Schauen wir auf unsere Gemeinde – sie funktioniert nur, wenn viele mitmachen: Die Saaldiener sind wichtig, die alle herzlich begrüßen und Bücher verteilen. Der Organist wird gebraucht, der den Gottesdienst durch seine Musik lebendig macht. Die Helferinnen vom Kirchenkaffee, die uns nach dem Gottesdienst mit Tee, Kaffee und Gebäck etwas Gutes tun. Der Kameradienst ist unentbehrlich, der für die Übertragung des Gottesdienstes sorgt. Der Blumendienst, der immer die herrlichsten Sträuße in den Saal stellt. Die Jugendmitarbeiterin, die sich liebevoll um die Kinder und Jugend in unserer Gemeinde kümmert. Es braucht Gemeindeglieder, der still im Hintergrund für andere beten. Die Jugendlichen sind wichtig, die uns durch ihre Fragen zum Glauben herausfordern und darauf achten, dass wir verständliche Worte nutzen. Die Älteren haben ihren Platz, die mit ihrer Erfahrung Orientierung geben. Und es gibt noch viele weitere Möglichkeiten, sich einzubringen.

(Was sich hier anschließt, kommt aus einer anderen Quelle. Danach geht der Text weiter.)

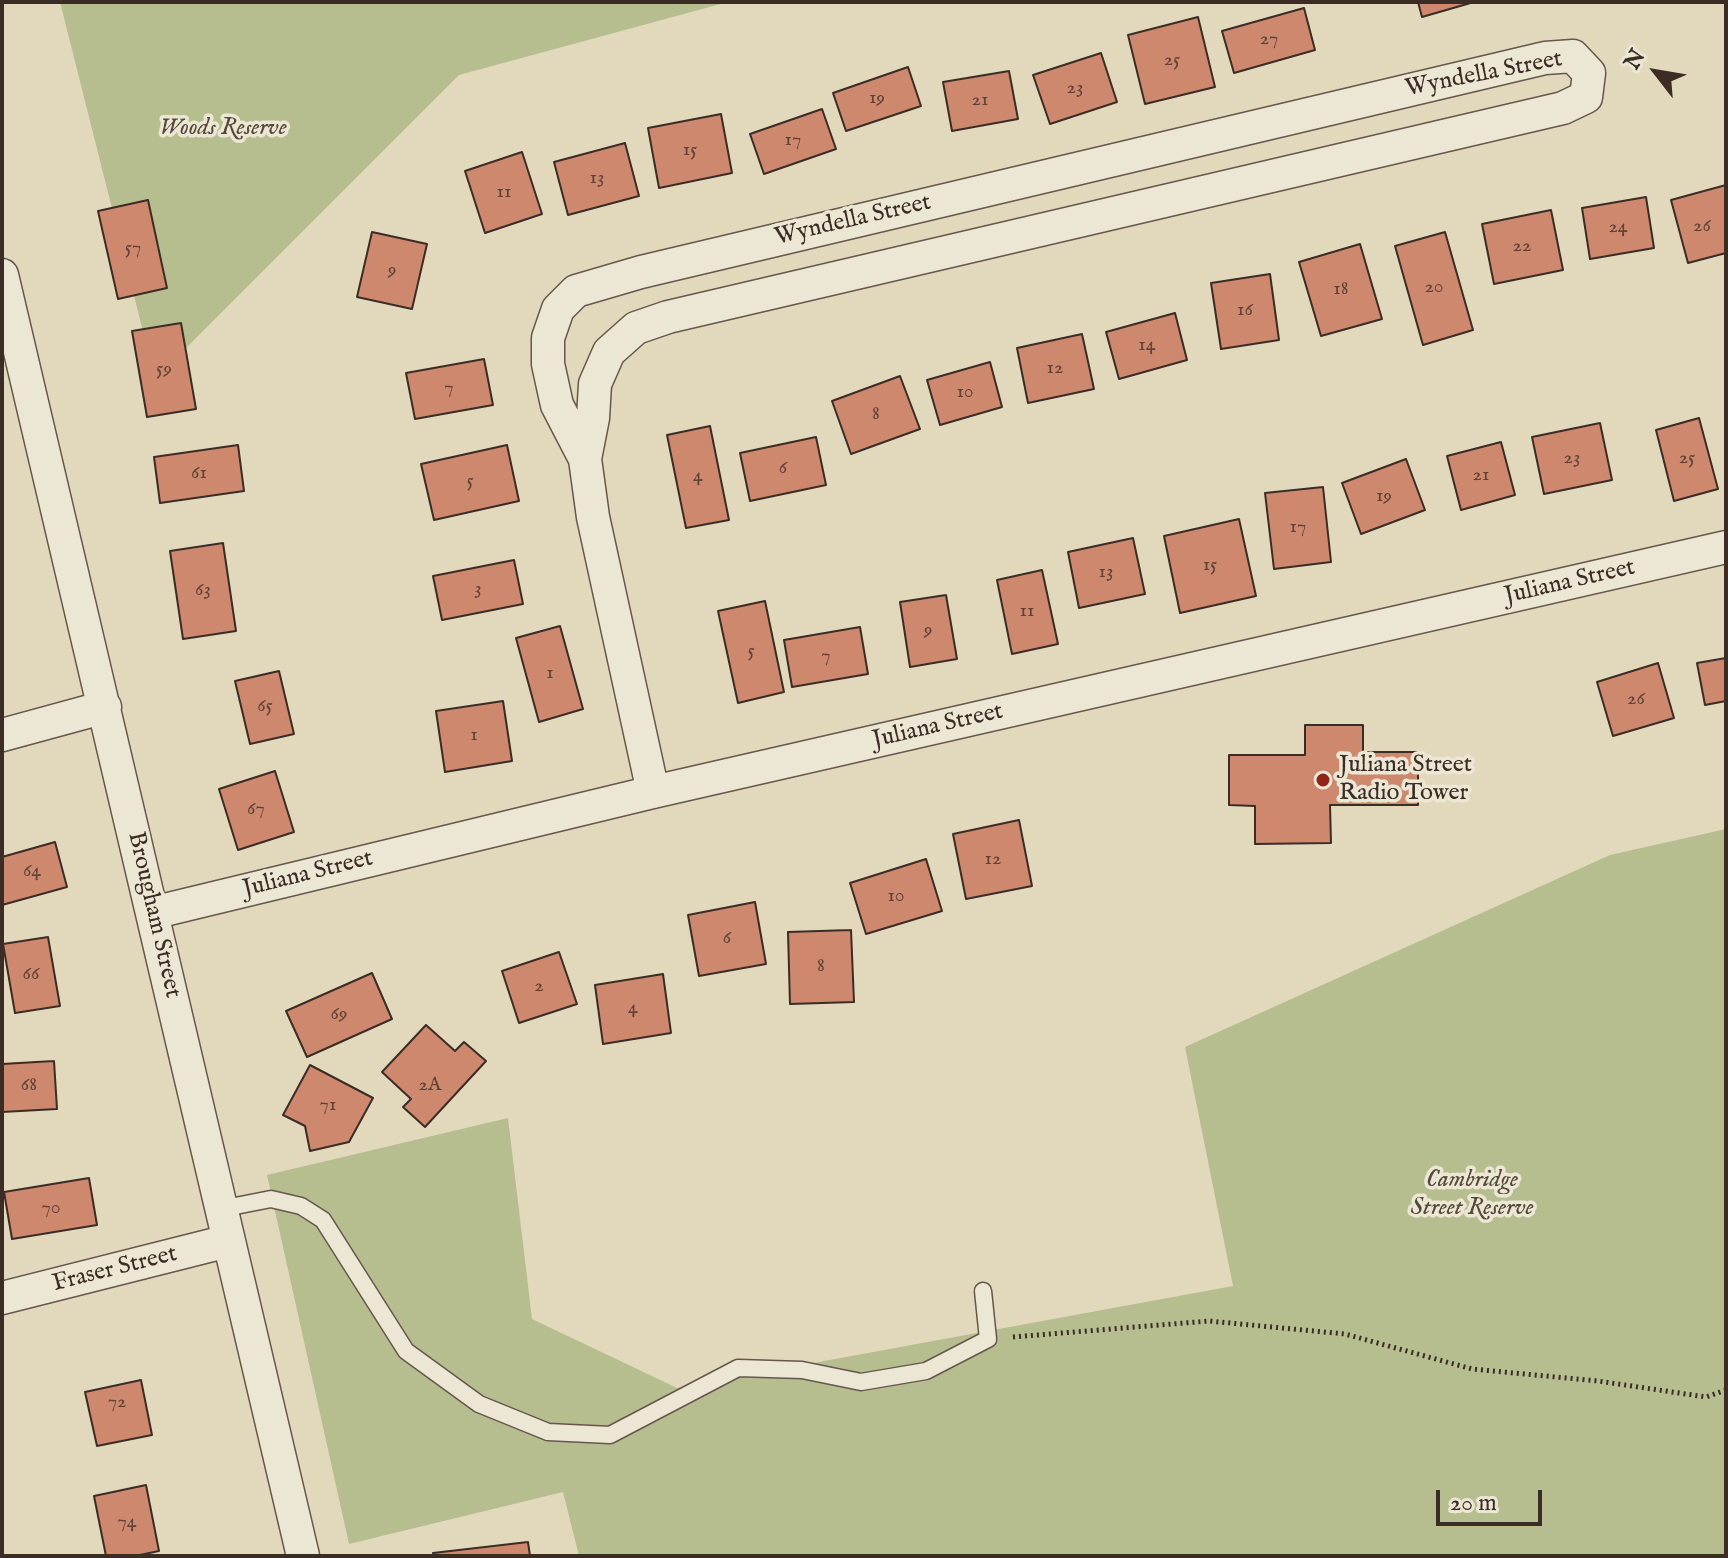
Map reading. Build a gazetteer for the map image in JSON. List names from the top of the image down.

Wenn einer dieser Teile ausfällt – merken wir es. Wenn alle zusammenwirken – dann ist Leben da. Dann wird aus vielen Einzelnen Leib Christi hier vor Ort. Das Entscheidende aber ist: Nicht wir halten die Gemeinde zusammen – Gott ist es, der uns zusammenhält.
Paulus sagt: „Gott hat die Glieder eingesetzt, ein jedes von ihnen im Leib, so wie er es gewollt hat.“ Das bedeutet: Wir sind keine zufällige Ansammlung von Menschen. Wir sind berufen, hier miteinander Gemeinde zu leben. Auch wenn es manchmal kracht, auch wenn man sich nicht immer versteht – Gott hat uns füreinander bestimmt.

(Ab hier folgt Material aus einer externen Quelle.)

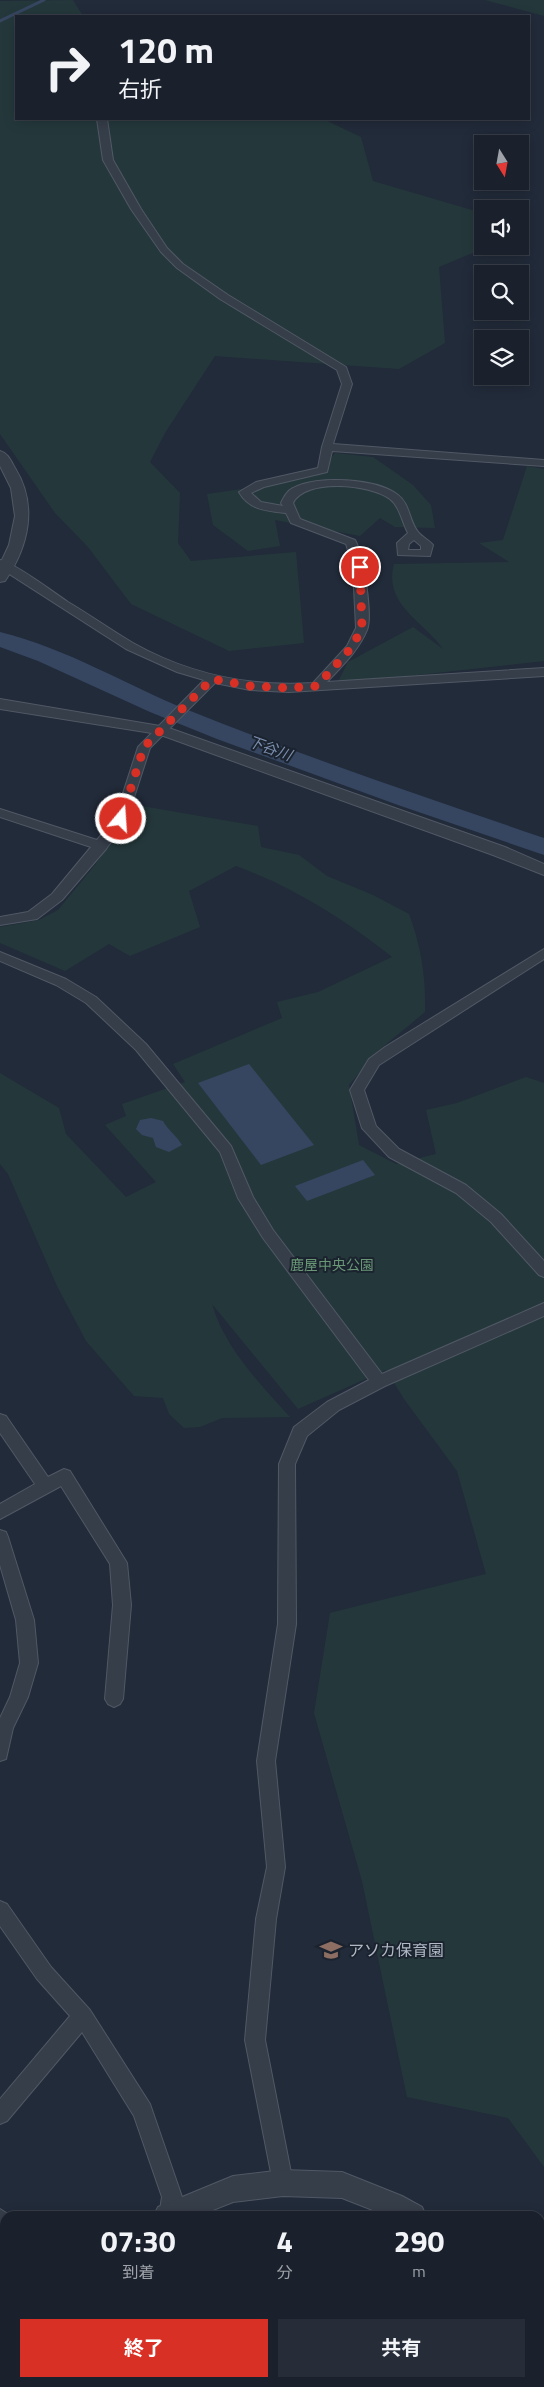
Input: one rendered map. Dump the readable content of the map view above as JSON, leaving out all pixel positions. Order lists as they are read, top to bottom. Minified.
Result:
{"water":["下谷川"],"parks":["鹿屋中央公園"],"places":{"school or university":["アソカ保育園"]},"north":"bottom","page":{"turn":["120 m","右折"],"eta":["07:30","到着","4","分","290","m"],"buttons":["終了","共有"]}}
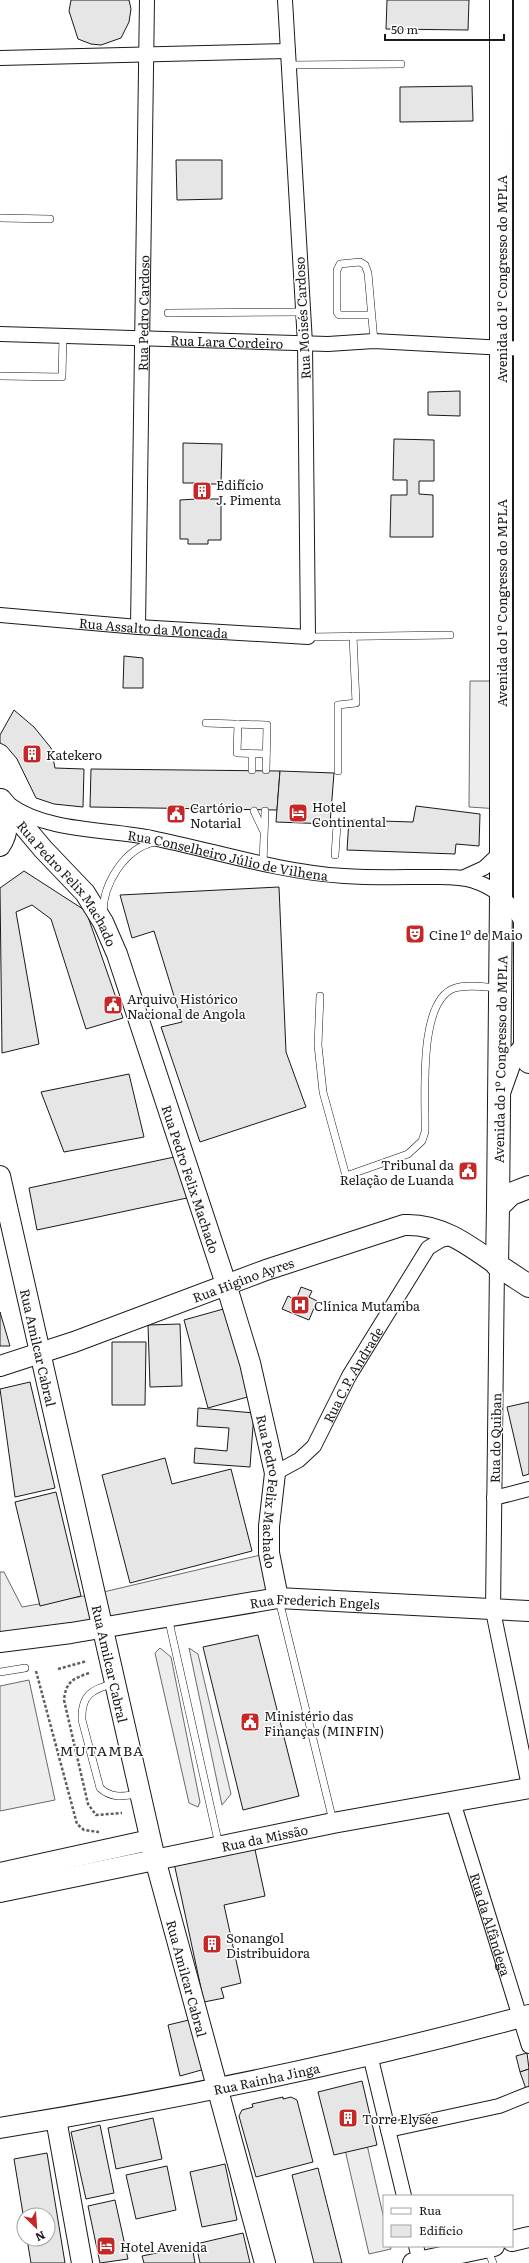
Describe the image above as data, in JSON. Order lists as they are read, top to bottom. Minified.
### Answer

Wie beim Körper: Man sucht sich die Körperteile nicht aus – sie gehören einfach dazu. Das heißt auch: Wir müssen lernen, aufeinander zu hören und aufeinander zu achten. Gerade da, wo wir unterschiedlich sind. Denn jeder hat eine Gabe, die er einbringen kann. Einer kann gut reden, eine andere kann zuhören. Einer packt gern an, eine andere sieht, wo gerade dringend Hilfe nötig ist.

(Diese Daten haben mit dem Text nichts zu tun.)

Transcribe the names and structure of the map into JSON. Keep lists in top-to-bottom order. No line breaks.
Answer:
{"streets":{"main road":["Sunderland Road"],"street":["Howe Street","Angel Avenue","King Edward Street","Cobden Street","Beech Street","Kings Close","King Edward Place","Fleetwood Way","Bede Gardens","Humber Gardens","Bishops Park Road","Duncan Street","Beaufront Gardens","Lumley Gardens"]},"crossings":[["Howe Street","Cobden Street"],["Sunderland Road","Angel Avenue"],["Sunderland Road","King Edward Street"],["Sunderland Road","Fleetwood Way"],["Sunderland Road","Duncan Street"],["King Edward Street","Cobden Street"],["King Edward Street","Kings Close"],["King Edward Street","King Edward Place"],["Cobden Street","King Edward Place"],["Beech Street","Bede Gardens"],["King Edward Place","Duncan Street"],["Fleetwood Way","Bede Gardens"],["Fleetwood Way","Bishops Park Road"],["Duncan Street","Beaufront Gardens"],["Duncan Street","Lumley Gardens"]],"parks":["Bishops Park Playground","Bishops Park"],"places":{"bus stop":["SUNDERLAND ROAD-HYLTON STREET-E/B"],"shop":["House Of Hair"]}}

Einer kann organisieren, eine andere kann trösten. Eine singt gern, ein anderer spielt ein Instrument. Gott freut sich über diese Vielfalt- vereint in Gemeinschaft. Er ist die Kraftquelle, aus der wir schöpfen können. Dietrich Bonhoeffer schreibt „Die Kraft des Menschen ist das Gebet. Beten ist Atem holen aus Gott. Beten heißt sich Gott anvertrauen. Das Gebet ist das Herz christlichen Lebens.“ Das hilft uns, gelassen zu bleiben: Nicht aus Leistung oder Erfolg entsteht Gemeinde, sondern aus Gnade und Gebet.
Paulus, Luther und Bonhoeffer – sie erinnern uns daran: Gemeinde ist kein Werk des Menschen, sondern Gottes Werk. Wir alle sind eingeladen, mitzubauen, mitzuwirken und mitzubeten. Denn es sind viele Glieder aber ein Leib. Es sind viele Stimmen aber ein Chor. Es gibt viele Aufgaben, aber es ist der Heilige Geist, der uns bewegt. Mitten in allem ist Christus, der uns verbindet, tröstet und stärkt.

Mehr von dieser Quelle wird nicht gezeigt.